* TASK STATEMENT
In your copy, the records appear word for word and the pictures do not appear at all.

* TASK INPUTS
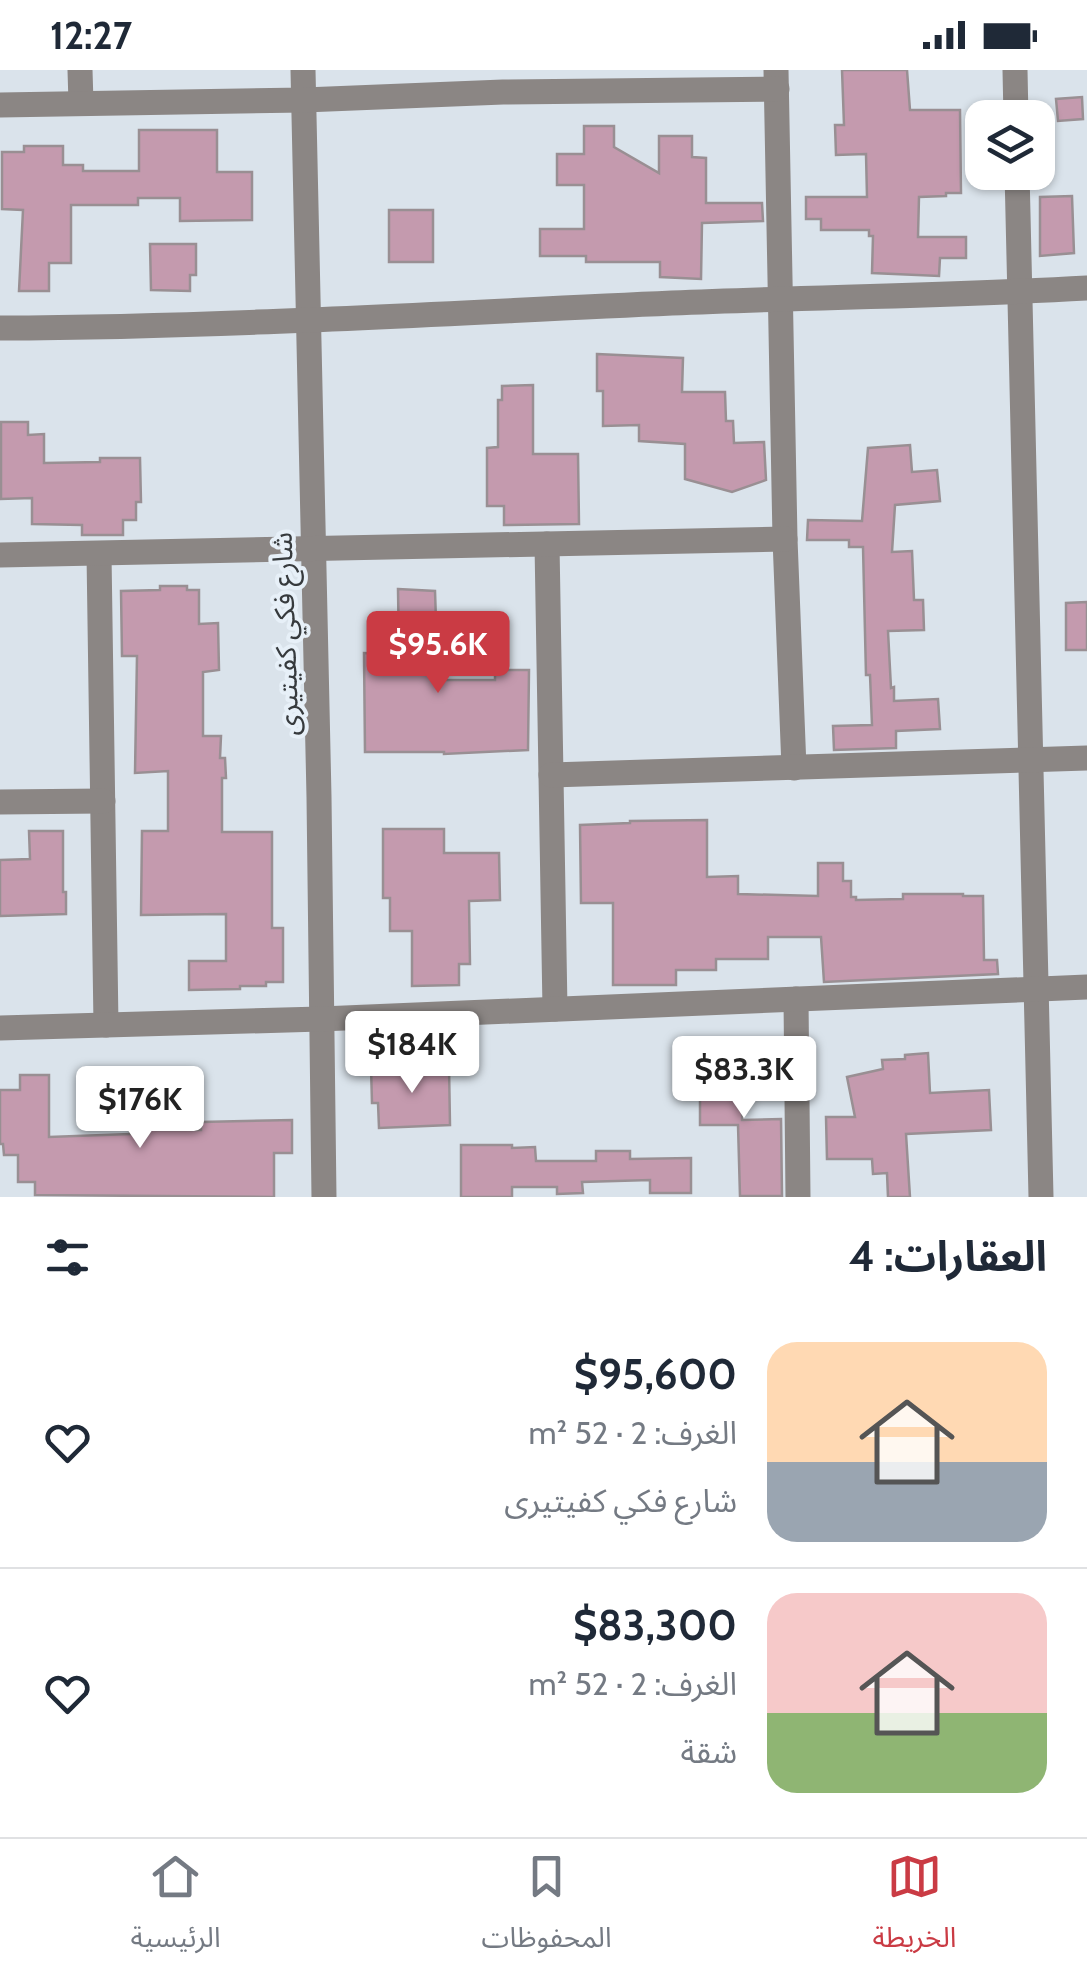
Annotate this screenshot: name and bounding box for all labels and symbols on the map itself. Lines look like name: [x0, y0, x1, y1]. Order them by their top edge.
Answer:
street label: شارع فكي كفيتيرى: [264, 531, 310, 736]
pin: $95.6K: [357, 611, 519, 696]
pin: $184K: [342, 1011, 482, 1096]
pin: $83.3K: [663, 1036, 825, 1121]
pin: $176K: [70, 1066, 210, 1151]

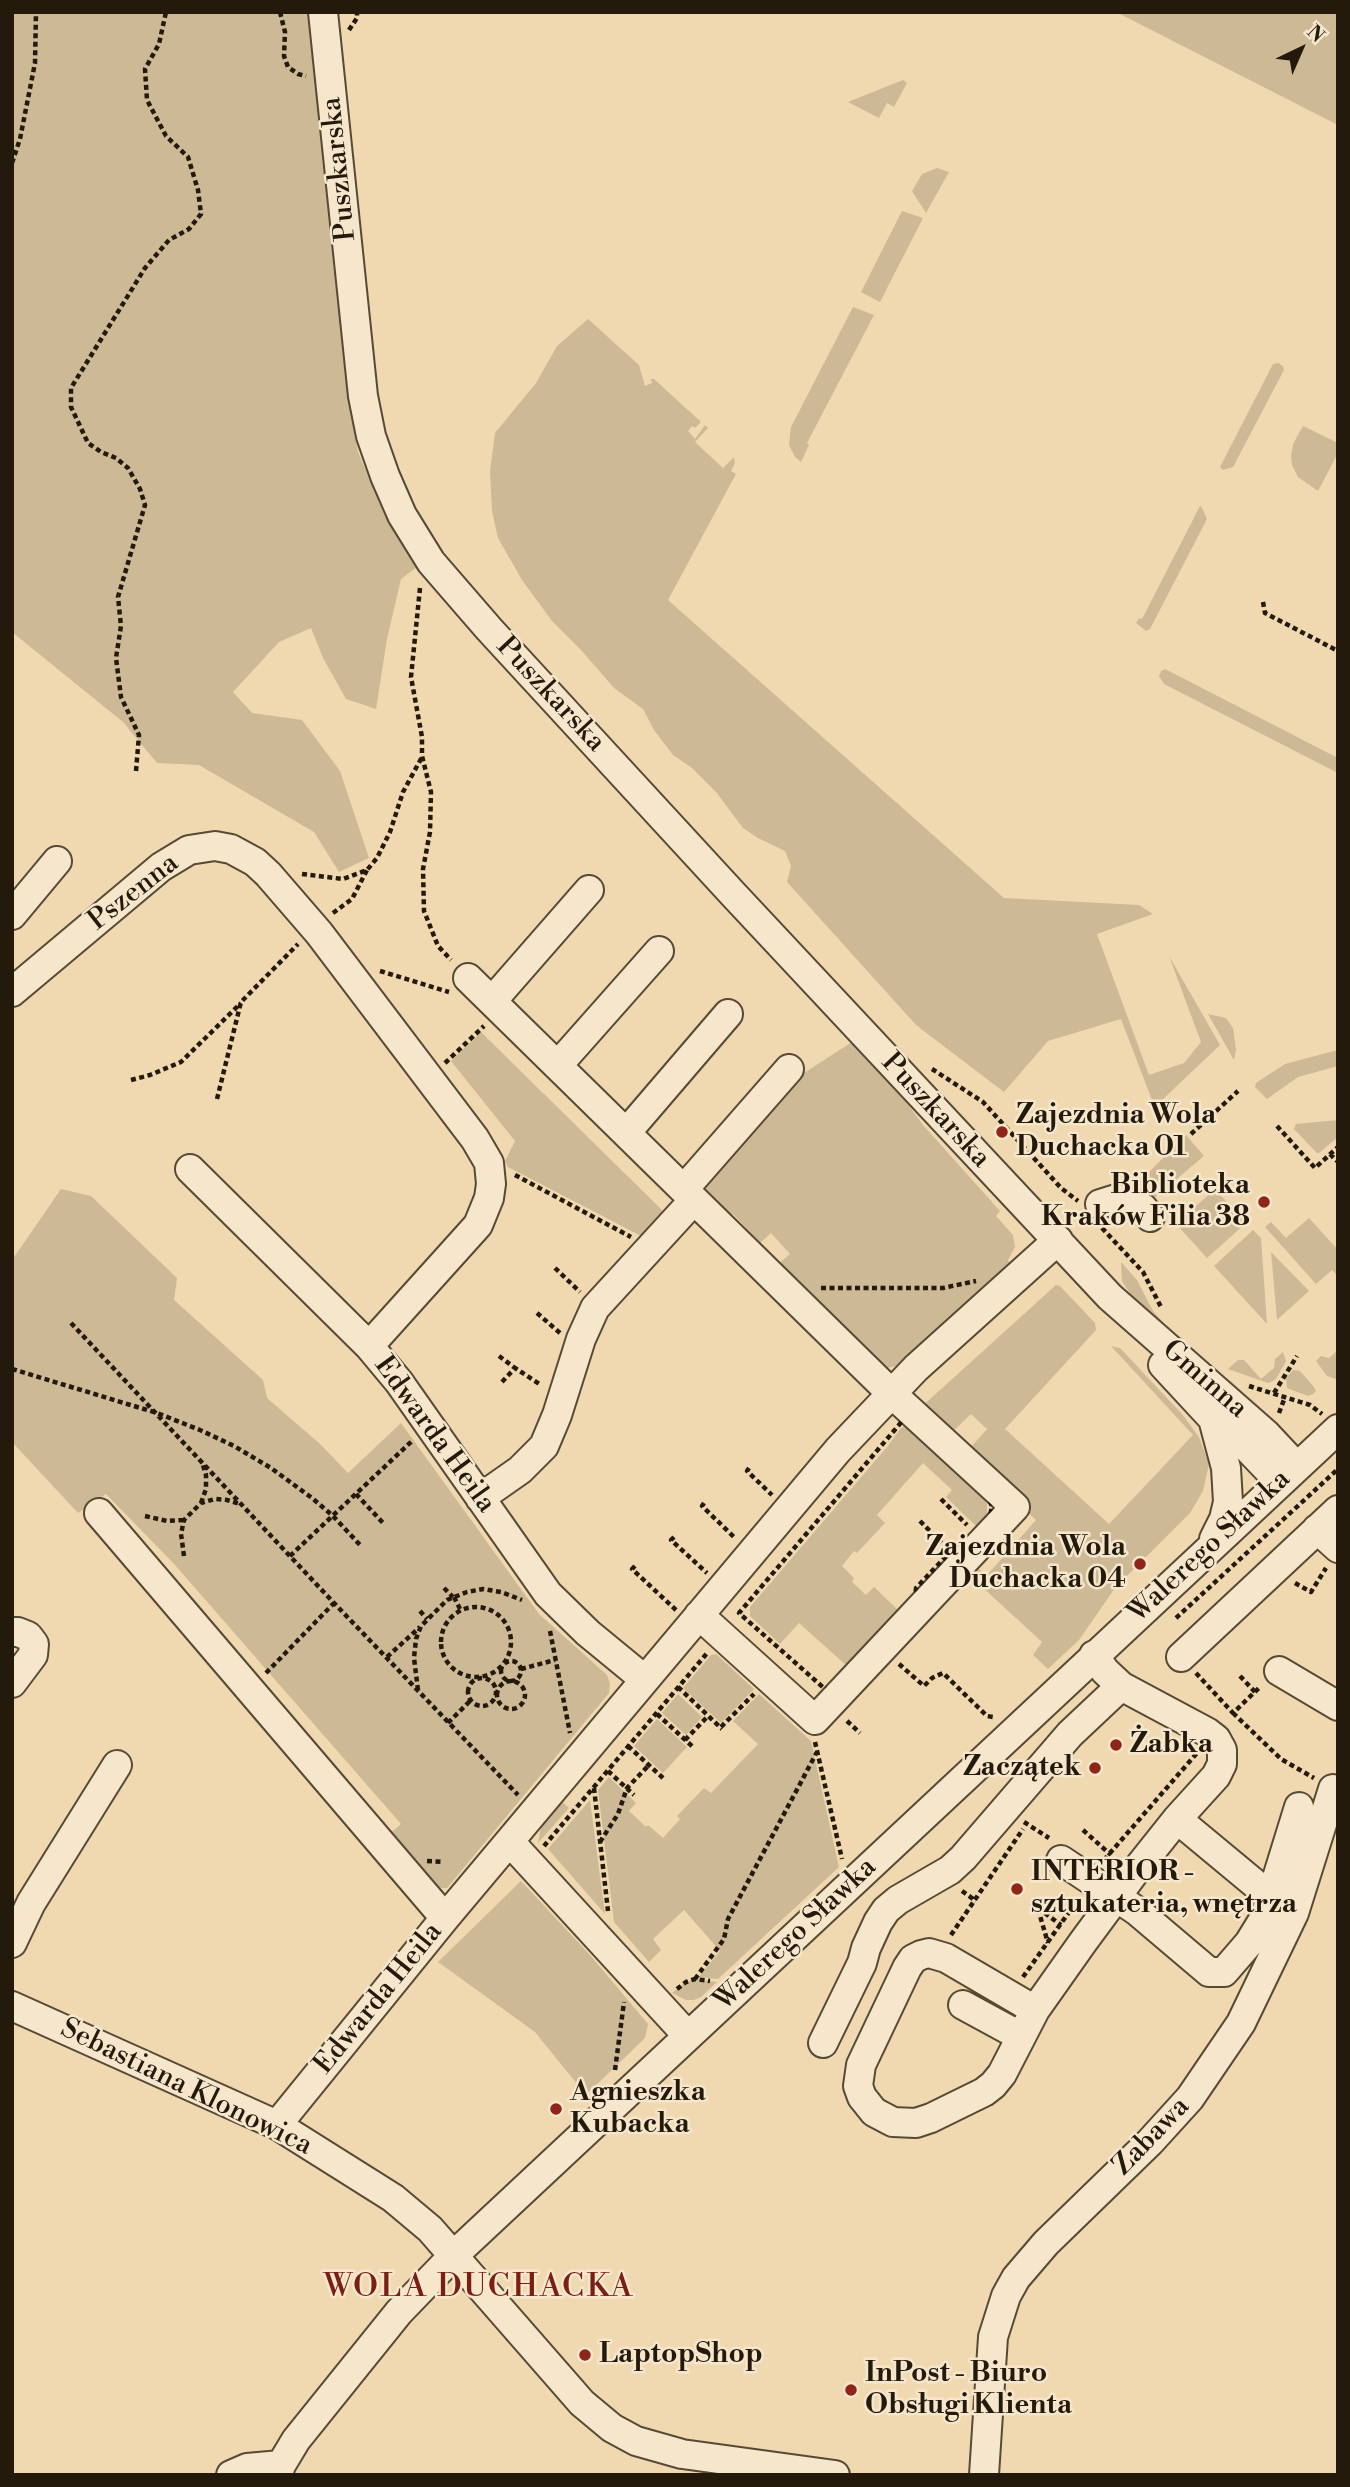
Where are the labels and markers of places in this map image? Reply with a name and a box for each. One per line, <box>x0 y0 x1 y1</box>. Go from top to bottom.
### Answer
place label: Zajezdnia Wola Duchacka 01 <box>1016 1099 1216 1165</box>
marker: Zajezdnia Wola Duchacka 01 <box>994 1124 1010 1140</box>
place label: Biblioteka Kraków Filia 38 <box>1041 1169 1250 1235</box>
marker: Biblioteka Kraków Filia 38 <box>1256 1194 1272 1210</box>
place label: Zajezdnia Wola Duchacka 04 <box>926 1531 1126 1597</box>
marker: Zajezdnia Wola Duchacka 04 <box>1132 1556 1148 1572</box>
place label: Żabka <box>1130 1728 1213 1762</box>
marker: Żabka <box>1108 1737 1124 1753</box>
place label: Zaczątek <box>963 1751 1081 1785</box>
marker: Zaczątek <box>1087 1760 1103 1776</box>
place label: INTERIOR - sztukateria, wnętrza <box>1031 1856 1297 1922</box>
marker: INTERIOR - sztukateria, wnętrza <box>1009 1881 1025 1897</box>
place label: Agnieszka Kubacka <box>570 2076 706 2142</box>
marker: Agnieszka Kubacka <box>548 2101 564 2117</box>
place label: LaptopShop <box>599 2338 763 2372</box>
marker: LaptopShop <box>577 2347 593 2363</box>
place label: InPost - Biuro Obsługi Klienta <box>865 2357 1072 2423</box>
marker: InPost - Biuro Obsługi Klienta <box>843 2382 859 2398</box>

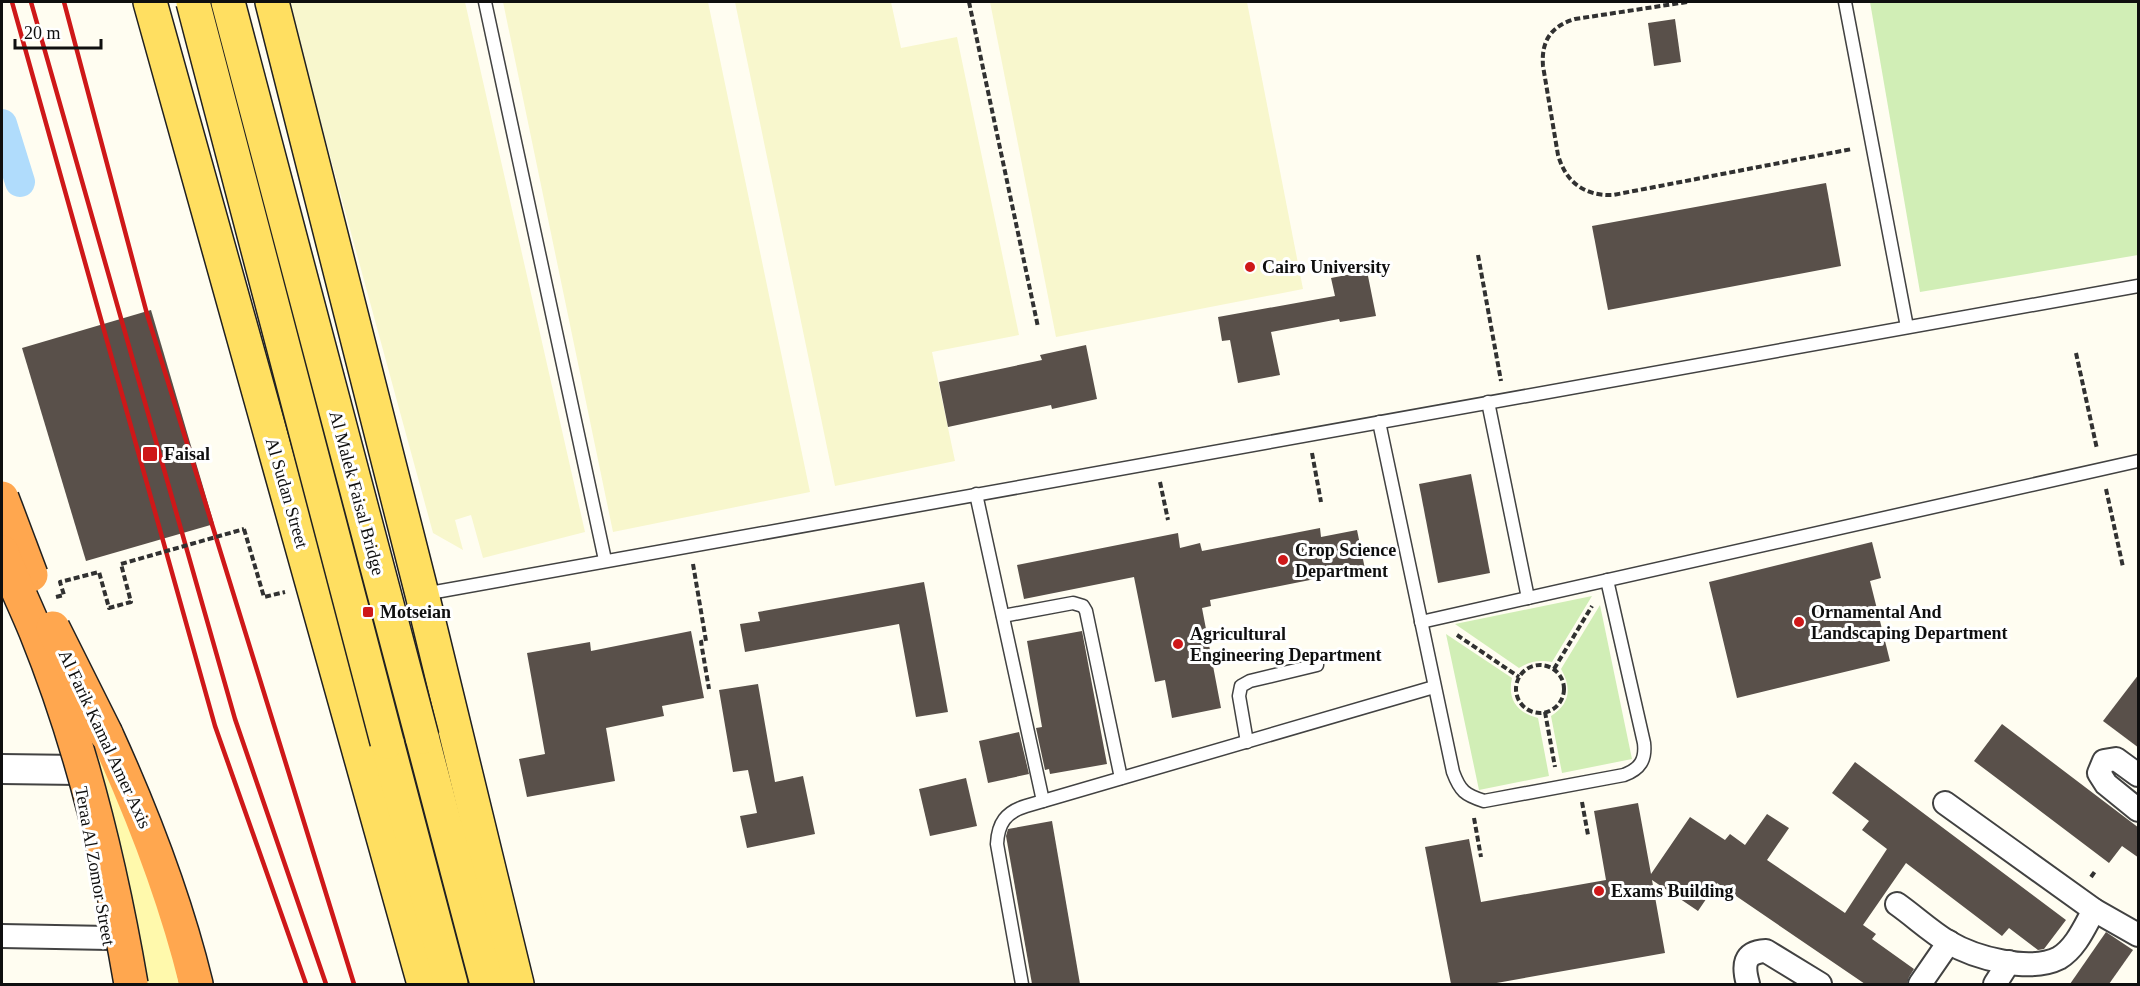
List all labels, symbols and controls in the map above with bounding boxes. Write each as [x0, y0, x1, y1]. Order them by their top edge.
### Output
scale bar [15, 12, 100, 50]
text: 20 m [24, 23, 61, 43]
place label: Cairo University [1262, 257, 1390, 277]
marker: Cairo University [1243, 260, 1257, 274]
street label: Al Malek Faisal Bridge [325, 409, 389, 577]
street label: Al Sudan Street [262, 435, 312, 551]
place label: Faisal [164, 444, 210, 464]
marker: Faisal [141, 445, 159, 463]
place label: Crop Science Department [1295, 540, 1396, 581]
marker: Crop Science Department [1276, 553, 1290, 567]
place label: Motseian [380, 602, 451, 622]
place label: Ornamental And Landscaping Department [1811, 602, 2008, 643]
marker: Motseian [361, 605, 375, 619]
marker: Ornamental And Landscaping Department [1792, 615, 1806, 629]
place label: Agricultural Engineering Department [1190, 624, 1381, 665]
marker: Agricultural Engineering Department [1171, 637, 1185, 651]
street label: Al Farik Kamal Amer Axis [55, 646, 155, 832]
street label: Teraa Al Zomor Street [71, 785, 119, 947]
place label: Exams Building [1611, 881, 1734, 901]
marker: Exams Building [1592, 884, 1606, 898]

* SOLUTION
Annotate this screenshot: name and bounding box for all labels and symbols on the map itself. Lines look like name: [x0, y0, x1, y1]. Order them by their top edge.
Answer:
street label: شارع فكي كفيتيرى: [264, 531, 310, 736]
pin: $95.6K: [357, 611, 519, 696]
pin: $184K: [342, 1011, 482, 1096]
pin: $83.3K: [663, 1036, 825, 1121]
pin: $176K: [70, 1066, 210, 1151]

Where are the labels and markers of places in this map image? Reply with a name and a box for each. One per line, <box>x0 y0 x1 y1</box>. Go from top to bottom.
### Answer
place label: Zajezdnia Wola Duchacka 01 <box>1016 1099 1216 1165</box>
marker: Zajezdnia Wola Duchacka 01 <box>994 1124 1010 1140</box>
place label: Biblioteka Kraków Filia 38 <box>1041 1169 1250 1235</box>
marker: Biblioteka Kraków Filia 38 <box>1256 1194 1272 1210</box>
place label: Zajezdnia Wola Duchacka 04 <box>926 1531 1126 1597</box>
marker: Zajezdnia Wola Duchacka 04 <box>1132 1556 1148 1572</box>
place label: Żabka <box>1130 1728 1213 1762</box>
marker: Żabka <box>1108 1737 1124 1753</box>
place label: Zaczątek <box>963 1751 1081 1785</box>
marker: Zaczątek <box>1087 1760 1103 1776</box>
place label: INTERIOR - sztukateria, wnętrza <box>1031 1856 1297 1922</box>
marker: INTERIOR - sztukateria, wnętrza <box>1009 1881 1025 1897</box>
place label: Agnieszka Kubacka <box>570 2076 706 2142</box>
marker: Agnieszka Kubacka <box>548 2101 564 2117</box>
place label: LaptopShop <box>599 2338 763 2372</box>
marker: LaptopShop <box>577 2347 593 2363</box>
place label: InPost - Biuro Obsługi Klienta <box>865 2357 1072 2423</box>
marker: InPost - Biuro Obsługi Klienta <box>843 2382 859 2398</box>

List all labels, symbols and controls in the map above with bounding boxes. Write each as [x0, y0, x1, y1]. Order them by their top edge.
### Output
scale bar [15, 12, 100, 50]
text: 20 m [24, 23, 61, 43]
place label: Cairo University [1262, 257, 1390, 277]
marker: Cairo University [1243, 260, 1257, 274]
street label: Al Malek Faisal Bridge [325, 409, 389, 577]
street label: Al Sudan Street [262, 435, 312, 551]
place label: Faisal [164, 444, 210, 464]
marker: Faisal [141, 445, 159, 463]
place label: Crop Science Department [1295, 540, 1396, 581]
marker: Crop Science Department [1276, 553, 1290, 567]
place label: Motseian [380, 602, 451, 622]
place label: Ornamental And Landscaping Department [1811, 602, 2008, 643]
marker: Motseian [361, 605, 375, 619]
marker: Ornamental And Landscaping Department [1792, 615, 1806, 629]
place label: Agricultural Engineering Department [1190, 624, 1381, 665]
marker: Agricultural Engineering Department [1171, 637, 1185, 651]
street label: Al Farik Kamal Amer Axis [55, 646, 155, 832]
street label: Teraa Al Zomor Street [71, 785, 119, 947]
place label: Exams Building [1611, 881, 1734, 901]
marker: Exams Building [1592, 884, 1606, 898]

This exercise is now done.